(Saved entries)

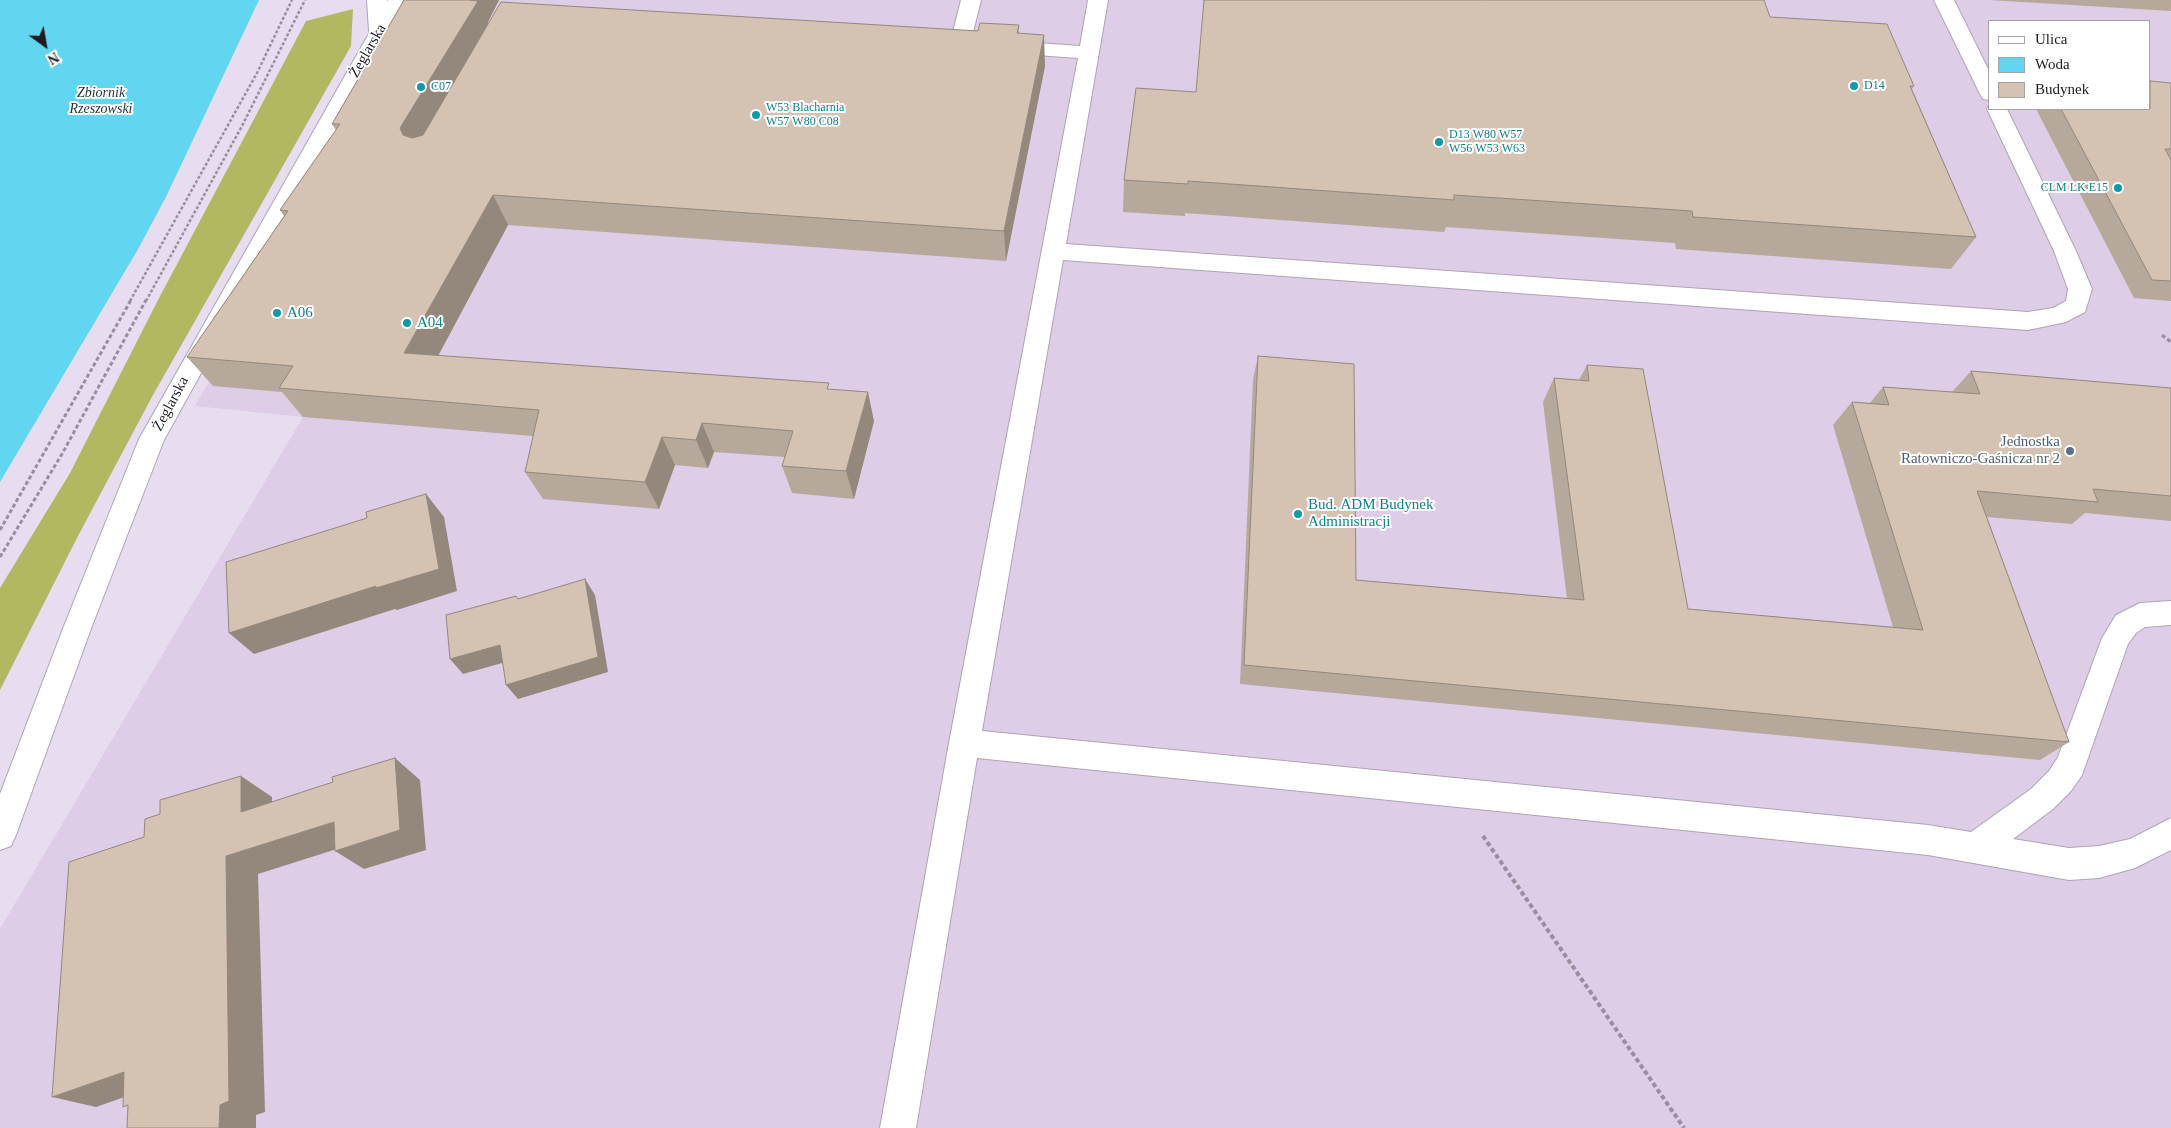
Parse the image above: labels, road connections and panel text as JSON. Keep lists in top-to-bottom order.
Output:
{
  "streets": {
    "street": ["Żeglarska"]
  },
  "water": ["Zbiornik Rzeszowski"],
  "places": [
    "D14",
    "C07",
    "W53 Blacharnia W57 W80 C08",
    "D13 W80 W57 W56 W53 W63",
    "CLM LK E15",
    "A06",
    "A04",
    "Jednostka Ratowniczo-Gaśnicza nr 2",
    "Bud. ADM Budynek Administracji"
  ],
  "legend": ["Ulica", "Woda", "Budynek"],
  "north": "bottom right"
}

TASK DESCRIPTION:
Write out again every line above exactly as given; the pictures do not belong in the copy.

RESPONSE TO THE EXERCISE:
Parse the image above: labels, road connections and panel text as JSON. Keep lists in top-to-bottom order.
Output:
{
  "streets": {
    "street": ["Żeglarska"]
  },
  "water": ["Zbiornik Rzeszowski"],
  "places": [
    "D14",
    "C07",
    "W53 Blacharnia W57 W80 C08",
    "D13 W80 W57 W56 W53 W63",
    "CLM LK E15",
    "A06",
    "A04",
    "Jednostka Ratowniczo-Gaśnicza nr 2",
    "Bud. ADM Budynek Administracji"
  ],
  "legend": ["Ulica", "Woda", "Budynek"],
  "north": "bottom right"
}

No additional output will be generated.